──────── Record set ────────

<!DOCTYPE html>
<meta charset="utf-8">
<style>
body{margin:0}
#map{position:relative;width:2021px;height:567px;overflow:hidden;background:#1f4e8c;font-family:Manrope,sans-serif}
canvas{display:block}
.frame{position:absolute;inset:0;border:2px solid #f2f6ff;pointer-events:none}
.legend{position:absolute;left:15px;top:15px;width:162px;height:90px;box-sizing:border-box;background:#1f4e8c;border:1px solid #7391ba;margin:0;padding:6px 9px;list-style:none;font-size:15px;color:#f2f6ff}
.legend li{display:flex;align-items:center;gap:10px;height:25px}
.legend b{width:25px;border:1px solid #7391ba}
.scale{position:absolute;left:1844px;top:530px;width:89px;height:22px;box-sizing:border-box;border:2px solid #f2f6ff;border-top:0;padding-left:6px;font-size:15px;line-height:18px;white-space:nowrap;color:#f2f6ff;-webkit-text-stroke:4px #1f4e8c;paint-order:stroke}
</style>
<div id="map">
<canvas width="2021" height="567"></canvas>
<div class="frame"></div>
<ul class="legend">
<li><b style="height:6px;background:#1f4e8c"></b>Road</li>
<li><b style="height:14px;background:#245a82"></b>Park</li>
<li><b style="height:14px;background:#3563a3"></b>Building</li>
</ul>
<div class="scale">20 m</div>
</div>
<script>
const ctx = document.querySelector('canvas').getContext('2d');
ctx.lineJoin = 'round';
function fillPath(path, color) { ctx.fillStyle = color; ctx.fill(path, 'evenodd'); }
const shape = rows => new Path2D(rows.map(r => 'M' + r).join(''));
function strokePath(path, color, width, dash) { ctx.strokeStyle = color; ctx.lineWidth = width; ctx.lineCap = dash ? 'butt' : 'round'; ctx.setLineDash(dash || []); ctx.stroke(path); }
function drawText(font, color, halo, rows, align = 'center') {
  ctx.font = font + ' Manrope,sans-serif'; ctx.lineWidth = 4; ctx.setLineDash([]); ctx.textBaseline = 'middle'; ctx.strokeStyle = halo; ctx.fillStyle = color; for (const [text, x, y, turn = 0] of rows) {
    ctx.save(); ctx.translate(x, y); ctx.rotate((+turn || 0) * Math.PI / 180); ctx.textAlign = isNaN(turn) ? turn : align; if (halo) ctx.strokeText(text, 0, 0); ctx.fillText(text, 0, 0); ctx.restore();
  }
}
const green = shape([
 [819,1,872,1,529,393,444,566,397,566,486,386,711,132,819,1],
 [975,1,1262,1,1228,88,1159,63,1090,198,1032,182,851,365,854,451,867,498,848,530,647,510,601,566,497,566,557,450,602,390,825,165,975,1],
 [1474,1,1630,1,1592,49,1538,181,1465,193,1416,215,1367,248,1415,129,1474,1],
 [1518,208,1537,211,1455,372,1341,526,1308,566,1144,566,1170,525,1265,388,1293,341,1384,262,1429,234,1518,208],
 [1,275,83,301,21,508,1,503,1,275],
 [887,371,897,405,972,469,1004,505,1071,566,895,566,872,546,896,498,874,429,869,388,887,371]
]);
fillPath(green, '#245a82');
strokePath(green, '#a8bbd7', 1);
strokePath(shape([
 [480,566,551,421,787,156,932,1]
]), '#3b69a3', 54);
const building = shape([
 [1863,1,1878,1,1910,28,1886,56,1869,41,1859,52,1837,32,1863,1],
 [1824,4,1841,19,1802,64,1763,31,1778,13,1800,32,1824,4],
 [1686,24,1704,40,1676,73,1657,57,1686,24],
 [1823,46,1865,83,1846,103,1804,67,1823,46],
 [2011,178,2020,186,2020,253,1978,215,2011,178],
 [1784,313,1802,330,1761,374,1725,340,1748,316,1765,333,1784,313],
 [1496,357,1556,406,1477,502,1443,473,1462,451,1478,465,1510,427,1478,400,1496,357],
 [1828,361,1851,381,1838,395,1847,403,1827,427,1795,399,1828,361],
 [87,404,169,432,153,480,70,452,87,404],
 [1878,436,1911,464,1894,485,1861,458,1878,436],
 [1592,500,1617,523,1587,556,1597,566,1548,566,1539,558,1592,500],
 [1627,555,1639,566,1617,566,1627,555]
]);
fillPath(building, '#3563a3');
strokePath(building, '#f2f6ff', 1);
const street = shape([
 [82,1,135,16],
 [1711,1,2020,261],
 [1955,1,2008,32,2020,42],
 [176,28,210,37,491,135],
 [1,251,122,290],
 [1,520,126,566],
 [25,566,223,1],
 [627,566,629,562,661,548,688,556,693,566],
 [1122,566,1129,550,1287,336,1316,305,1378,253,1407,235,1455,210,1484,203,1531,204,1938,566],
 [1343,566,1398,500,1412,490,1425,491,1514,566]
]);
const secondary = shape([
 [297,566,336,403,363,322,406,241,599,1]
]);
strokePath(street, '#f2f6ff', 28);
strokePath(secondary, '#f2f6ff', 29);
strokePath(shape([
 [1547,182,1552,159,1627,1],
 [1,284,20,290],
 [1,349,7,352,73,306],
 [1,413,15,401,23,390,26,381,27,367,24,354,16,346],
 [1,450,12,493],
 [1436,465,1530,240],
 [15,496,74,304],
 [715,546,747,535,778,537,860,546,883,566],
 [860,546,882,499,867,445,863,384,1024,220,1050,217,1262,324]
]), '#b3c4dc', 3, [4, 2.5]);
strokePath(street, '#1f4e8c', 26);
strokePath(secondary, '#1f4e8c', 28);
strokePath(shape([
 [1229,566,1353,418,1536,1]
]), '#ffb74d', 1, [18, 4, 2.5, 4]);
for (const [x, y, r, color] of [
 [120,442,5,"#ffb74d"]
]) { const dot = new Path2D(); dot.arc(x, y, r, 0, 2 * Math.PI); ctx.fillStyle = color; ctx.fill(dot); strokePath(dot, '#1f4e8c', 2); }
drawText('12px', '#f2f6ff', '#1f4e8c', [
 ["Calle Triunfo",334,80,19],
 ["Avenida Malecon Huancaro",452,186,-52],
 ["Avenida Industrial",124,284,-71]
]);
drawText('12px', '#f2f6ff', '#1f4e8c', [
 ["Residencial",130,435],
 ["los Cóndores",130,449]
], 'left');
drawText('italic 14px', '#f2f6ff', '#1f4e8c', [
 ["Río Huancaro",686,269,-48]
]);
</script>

────────

Task description →
Above are the entries; copy out every line among them that contains the word "margin".

Answer for the task →
body{margin:0}
.legend{position:absolute;left:15px;top:15px;width:162px;height:90px;box-sizing:border-box;background:#1f4e8c;border:1px solid #7391ba;margin:0;padding:6px 9px;list-style:none;font-size:15px;color:#f2f6ff}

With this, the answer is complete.